*** Opening of Data provided ***

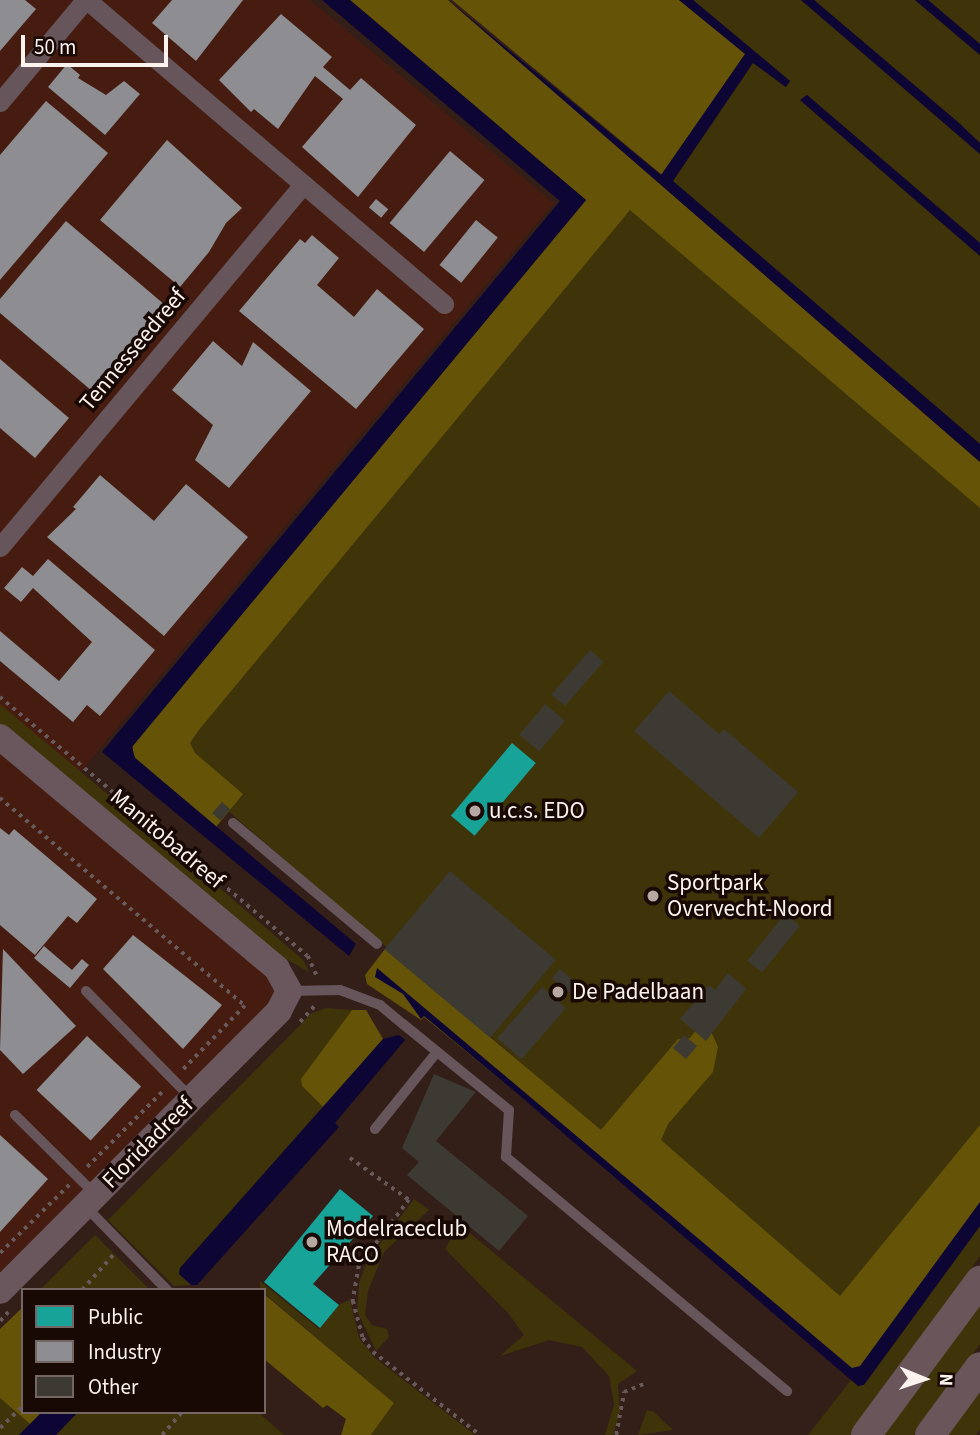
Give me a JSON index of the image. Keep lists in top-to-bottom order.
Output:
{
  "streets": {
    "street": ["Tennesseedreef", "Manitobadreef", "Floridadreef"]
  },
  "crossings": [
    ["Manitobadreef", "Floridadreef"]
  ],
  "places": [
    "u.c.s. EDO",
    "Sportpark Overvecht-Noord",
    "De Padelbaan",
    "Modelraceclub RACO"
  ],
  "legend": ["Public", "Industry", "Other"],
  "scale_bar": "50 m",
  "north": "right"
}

*** Close of Data provided ***
*** Opening of Data provided ***

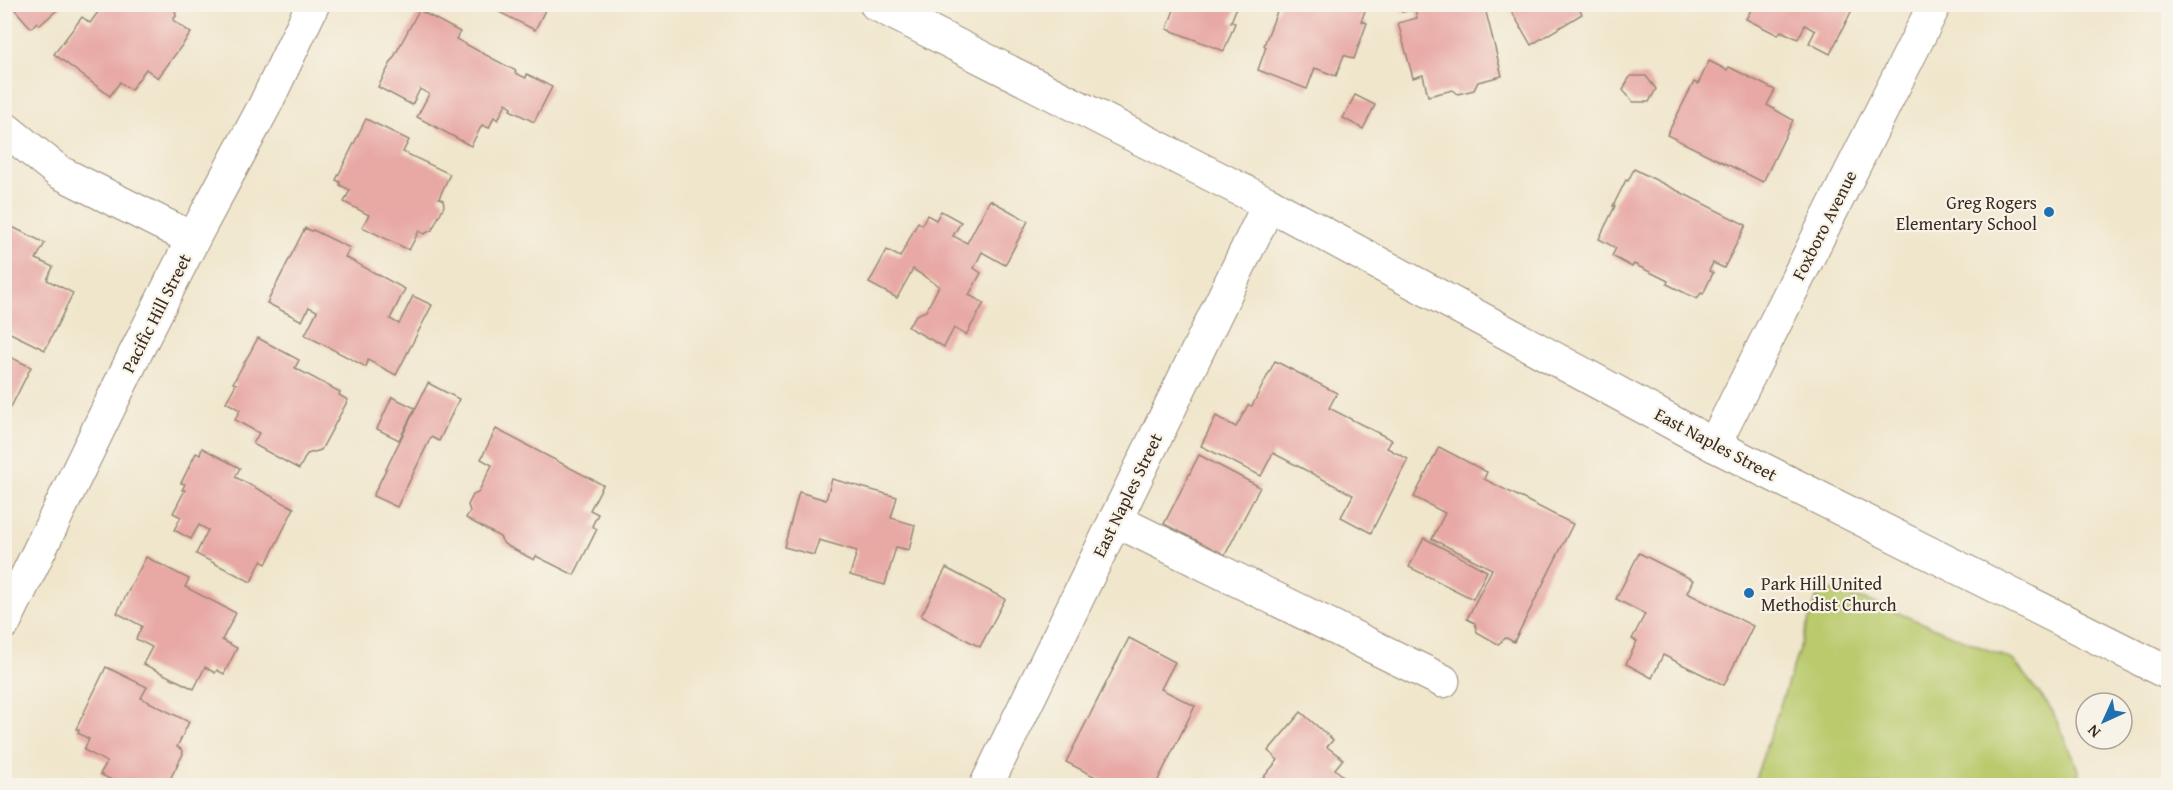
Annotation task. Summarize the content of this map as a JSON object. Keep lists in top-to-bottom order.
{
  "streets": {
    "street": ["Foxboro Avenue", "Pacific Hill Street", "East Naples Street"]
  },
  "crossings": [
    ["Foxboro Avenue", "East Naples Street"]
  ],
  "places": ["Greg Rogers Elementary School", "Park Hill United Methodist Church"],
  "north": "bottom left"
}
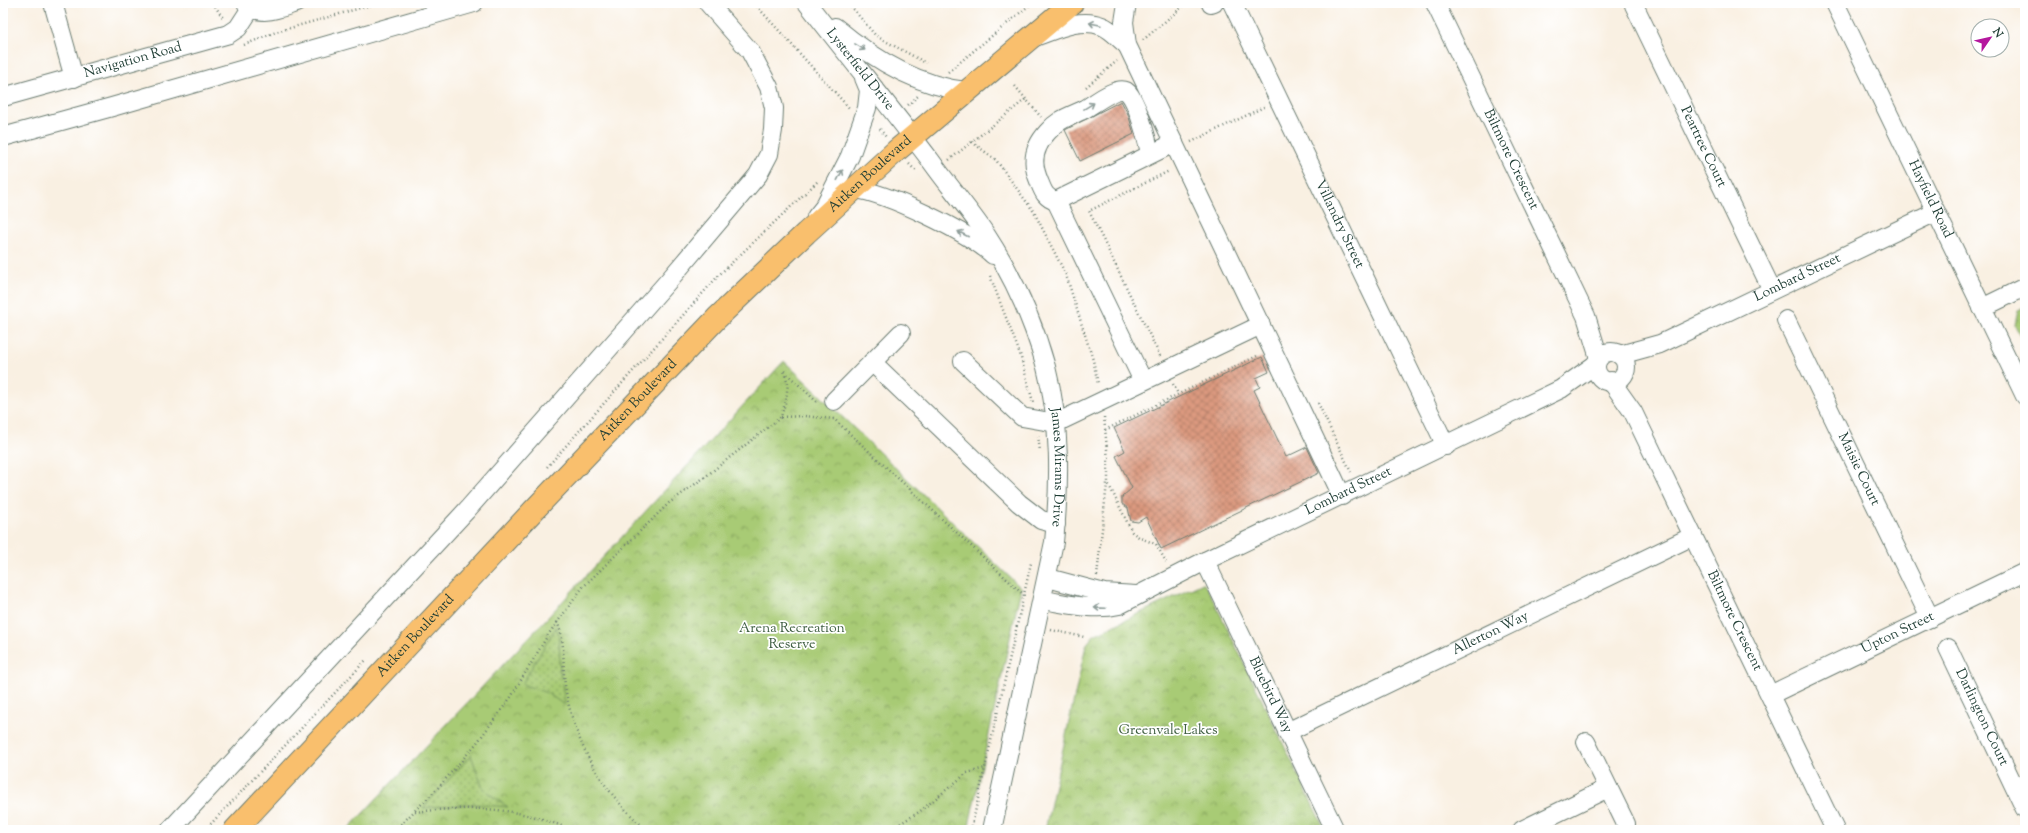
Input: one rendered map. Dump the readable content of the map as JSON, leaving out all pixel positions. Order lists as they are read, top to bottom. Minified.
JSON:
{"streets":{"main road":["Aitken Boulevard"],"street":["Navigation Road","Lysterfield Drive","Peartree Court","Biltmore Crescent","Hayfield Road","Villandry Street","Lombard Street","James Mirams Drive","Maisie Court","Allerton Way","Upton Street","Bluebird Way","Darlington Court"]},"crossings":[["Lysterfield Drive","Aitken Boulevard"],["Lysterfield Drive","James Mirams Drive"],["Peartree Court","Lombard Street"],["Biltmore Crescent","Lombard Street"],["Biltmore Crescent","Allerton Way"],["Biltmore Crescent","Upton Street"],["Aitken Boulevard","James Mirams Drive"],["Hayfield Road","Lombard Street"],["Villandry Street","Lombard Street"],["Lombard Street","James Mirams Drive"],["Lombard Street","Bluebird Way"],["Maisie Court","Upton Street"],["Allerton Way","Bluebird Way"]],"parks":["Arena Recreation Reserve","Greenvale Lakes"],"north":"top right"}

*** Close of Data provided ***

> **Aim of the task**
Everything from the line with "Annotation task. Summarize" down to the line with "Input: one rendered" in the data above should be copied exactly, with both end lines kept and the pictures left out.

> **Reply to the task**
Annotation task. Summarize the content of this map as a JSON object. Keep lists in top-to-bottom order.
{
  "streets": {
    "street": ["Foxboro Avenue", "Pacific Hill Street", "East Naples Street"]
  },
  "crossings": [
    ["Foxboro Avenue", "East Naples Street"]
  ],
  "places": ["Greg Rogers Elementary School", "Park Hill United Methodist Church"],
  "north": "bottom left"
}
Input: one rendered map. Dump the readable content of the map as JSON, leaving out all pixel positions. Order lists as they are read, top to bottom. Minified.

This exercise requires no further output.